When the case against Lubanga finally opened in 2009, an ICC prosecutor asked a witness to recount what he had once seen when a member of Lubanga's group had been caught trying to escape.
"Yes, I experienced a young boy being executed," said the witness, "for wanting to escape."
Not far away sat the man accused of authorizing the killing - Lubanga, the founder of the Union of Congolese Patriots (UPC) in the Democratic Republic of Congo. During the proceedings, Lubanga acted as if he knew nothing of what was being said.
He was arrested by Congolese security forces in 2006 and subsequently held at the International Criminal Court, in The Hague, Netherlands. In 2009 the court opened the case against him, the charges: war crimes and crimes against humanity.
Between 2002 and 2003, Lubanga is believed to have recruited hundreds of children from Ituri, in eastern Congo. Boys and girls aged between 7 and 15 years old are said to have been killed indiscriminately, or forced into sexual slavery.

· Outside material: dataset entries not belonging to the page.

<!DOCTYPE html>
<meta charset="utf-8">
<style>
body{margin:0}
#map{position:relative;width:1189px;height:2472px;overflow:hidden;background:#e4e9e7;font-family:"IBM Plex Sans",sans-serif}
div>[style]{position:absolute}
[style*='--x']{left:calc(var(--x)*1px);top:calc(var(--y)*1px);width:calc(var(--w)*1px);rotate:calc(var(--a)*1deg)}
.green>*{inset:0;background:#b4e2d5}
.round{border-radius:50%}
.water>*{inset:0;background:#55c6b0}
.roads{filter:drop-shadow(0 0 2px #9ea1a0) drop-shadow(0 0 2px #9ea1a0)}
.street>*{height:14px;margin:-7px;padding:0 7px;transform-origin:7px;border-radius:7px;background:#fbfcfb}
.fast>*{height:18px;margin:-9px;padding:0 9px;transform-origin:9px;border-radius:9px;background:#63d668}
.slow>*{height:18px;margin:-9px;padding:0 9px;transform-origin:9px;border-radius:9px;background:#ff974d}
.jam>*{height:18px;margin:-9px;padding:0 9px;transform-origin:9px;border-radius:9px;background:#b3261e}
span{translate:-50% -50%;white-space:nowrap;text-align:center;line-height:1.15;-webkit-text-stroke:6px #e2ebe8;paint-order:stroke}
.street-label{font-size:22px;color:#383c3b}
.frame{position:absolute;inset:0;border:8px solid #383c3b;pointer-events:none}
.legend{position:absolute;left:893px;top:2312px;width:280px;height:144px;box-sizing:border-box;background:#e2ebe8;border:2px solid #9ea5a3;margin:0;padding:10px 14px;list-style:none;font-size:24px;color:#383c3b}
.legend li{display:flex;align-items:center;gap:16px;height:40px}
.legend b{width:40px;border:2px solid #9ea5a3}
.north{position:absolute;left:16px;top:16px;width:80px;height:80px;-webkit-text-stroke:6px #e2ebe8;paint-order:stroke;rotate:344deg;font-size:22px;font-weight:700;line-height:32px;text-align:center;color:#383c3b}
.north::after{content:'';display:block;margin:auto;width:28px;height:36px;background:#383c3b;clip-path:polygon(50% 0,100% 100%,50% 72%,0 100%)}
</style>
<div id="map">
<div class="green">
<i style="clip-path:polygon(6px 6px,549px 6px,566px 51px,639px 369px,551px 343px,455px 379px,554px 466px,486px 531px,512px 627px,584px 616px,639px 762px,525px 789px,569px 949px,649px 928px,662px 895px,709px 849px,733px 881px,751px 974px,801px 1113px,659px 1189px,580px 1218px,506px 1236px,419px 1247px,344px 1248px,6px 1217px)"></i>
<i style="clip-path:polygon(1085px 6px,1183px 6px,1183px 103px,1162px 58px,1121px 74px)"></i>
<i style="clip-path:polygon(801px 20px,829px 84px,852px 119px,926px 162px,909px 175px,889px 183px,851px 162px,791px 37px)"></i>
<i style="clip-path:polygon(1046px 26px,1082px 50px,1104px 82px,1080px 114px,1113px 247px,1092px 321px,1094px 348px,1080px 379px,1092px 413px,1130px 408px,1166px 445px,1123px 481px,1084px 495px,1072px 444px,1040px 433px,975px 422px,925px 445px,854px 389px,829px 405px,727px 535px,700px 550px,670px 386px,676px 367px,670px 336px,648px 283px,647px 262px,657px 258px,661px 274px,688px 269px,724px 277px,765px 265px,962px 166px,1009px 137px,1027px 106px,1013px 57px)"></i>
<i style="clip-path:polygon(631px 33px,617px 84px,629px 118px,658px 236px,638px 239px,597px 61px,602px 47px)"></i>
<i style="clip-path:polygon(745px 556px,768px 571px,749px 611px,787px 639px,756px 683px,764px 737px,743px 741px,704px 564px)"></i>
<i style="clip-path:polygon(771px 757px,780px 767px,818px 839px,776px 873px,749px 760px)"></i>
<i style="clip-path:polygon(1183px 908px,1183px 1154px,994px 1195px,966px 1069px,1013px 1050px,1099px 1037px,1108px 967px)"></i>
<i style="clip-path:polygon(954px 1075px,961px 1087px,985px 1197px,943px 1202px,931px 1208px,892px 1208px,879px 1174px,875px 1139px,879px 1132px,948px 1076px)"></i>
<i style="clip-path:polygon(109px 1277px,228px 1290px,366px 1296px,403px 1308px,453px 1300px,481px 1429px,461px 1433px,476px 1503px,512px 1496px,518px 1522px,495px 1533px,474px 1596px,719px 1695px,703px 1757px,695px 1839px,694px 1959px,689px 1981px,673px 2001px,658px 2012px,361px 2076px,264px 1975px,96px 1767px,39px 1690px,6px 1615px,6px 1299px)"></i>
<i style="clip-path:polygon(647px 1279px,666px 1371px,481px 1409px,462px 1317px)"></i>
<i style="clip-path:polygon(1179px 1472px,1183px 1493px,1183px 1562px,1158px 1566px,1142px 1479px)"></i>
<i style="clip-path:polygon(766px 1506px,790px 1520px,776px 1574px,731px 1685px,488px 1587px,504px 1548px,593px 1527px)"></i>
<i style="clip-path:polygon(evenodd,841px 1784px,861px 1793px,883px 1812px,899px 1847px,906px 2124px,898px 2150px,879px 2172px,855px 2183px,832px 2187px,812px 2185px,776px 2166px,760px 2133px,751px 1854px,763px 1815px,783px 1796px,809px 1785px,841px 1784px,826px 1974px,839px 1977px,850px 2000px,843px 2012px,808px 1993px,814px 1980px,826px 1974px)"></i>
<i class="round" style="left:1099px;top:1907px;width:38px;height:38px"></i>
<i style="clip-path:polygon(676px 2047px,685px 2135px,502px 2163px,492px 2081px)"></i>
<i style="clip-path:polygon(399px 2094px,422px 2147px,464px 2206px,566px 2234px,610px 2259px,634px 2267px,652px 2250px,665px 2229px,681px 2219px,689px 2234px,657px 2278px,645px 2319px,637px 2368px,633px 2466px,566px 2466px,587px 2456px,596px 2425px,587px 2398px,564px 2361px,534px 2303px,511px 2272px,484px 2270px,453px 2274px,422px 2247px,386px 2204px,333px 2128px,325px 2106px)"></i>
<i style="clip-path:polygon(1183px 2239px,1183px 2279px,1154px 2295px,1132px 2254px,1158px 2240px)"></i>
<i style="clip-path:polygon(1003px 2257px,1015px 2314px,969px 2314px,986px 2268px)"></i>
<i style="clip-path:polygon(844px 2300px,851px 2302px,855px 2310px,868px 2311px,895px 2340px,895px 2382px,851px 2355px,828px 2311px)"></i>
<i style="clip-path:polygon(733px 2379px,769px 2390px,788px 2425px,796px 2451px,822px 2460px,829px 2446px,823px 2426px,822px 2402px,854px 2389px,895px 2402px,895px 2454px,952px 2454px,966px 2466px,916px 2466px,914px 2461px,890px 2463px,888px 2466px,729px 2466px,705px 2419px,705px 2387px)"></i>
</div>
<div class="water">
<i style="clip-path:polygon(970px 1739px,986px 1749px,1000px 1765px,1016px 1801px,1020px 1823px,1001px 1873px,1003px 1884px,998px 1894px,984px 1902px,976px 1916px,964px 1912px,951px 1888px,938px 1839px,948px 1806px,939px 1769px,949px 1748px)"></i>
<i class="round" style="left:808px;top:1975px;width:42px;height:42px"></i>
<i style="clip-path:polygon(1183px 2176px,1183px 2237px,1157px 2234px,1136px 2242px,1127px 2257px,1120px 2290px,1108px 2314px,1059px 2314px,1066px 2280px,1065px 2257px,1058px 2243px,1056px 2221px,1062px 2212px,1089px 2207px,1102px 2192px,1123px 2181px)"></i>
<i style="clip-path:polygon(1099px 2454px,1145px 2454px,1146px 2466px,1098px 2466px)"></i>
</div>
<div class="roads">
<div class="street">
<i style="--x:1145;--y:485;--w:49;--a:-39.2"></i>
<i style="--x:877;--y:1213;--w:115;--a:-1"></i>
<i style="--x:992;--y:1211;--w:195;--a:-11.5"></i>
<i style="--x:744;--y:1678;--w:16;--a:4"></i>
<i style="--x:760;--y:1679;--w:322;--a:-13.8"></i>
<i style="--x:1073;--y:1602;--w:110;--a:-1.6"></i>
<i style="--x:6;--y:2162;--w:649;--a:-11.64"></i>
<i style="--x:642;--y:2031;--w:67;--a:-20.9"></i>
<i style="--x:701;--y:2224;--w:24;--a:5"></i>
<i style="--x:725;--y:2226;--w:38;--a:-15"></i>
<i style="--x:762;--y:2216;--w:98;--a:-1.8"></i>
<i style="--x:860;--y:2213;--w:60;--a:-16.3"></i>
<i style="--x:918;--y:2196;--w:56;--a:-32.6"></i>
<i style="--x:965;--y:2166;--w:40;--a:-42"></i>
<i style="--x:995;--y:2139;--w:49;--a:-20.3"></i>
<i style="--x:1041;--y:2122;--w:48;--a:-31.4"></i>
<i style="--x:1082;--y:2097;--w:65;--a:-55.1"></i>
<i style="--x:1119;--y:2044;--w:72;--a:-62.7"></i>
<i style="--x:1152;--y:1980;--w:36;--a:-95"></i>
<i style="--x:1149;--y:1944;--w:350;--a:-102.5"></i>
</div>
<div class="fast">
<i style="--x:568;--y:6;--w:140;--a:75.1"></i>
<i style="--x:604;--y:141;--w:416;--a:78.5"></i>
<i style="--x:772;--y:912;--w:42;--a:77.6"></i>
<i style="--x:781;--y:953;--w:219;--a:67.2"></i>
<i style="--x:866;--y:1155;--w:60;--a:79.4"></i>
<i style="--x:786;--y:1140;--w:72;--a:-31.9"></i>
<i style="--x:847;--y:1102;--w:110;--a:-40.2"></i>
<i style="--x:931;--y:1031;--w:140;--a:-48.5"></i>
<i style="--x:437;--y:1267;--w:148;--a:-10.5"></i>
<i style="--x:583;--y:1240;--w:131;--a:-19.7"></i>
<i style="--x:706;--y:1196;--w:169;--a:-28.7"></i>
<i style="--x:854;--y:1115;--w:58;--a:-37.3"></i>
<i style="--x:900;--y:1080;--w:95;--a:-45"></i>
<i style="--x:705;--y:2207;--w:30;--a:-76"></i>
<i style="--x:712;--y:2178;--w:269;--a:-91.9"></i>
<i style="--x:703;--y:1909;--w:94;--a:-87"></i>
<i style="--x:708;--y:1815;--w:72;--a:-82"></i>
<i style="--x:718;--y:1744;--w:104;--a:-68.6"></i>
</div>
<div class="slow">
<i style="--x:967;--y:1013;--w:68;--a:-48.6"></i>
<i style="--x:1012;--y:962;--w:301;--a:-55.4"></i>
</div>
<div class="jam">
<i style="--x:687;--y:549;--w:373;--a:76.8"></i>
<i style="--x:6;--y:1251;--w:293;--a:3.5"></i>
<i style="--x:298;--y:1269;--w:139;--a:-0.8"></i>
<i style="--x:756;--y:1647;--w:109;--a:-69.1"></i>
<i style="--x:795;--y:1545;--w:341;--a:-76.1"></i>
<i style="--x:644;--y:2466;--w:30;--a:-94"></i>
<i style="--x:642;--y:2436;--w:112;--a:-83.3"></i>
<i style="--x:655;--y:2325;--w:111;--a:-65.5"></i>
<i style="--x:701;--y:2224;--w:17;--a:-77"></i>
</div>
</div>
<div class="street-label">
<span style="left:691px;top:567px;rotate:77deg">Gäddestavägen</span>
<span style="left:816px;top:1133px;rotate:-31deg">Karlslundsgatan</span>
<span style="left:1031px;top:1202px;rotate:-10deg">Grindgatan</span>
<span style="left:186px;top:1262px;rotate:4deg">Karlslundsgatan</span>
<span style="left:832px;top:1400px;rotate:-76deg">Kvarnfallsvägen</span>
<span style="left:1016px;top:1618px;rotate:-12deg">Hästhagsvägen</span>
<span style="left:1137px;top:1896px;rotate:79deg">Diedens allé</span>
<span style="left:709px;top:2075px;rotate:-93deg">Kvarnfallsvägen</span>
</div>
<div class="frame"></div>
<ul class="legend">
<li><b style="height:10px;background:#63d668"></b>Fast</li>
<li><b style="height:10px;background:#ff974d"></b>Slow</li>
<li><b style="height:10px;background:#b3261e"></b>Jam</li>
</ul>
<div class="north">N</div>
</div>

According to ICC Chief Prosecutor, Luis Moreno-Ocampo, what matters is that justice is seen to have been done.
"It's about children who were turned into child soldiers," Moreno explained before the proceedings began in 2009.
Since then, there have been 220 days of hearings. And for the first time in an international proceeding, victims of the rebel chief were allowed to testify as witnesses.
Lubanga is considered one of the main players in the conflict in Ituri.
That part of Congo is rich in diamonds and gold. At the end of the 1990s an ethnic conflict between the Hema and Lendu erupted; later Rwanda and Uganda also found themselves embroiled in the violence.
About 60,000 people were killed, and Lubanga and his UPC rebel group are being held responsible for their deaths.
The case against Lubanga was interrupted twice. The court found fault with the prosecution’s evidence and wanted the names of witnesses to be revealed. But, in the end, it was decided that their names could remain confidential.
Then in August 2011, the prosecution and the defense both decided to omit their final pleas.
Lubanga's lawyers had attacked the eyewitnesses' accounts.
"It shall be proved that all people who have testified as child soldiers have actually lied," Lubanga's lawyer argued, saying eight of the witnesses had never been members of the rebel group.
Lubanga did not react as Wednesday's verdict was read. He now faces a maximum penalty of life in prison. The sentence is to be determined at a later date.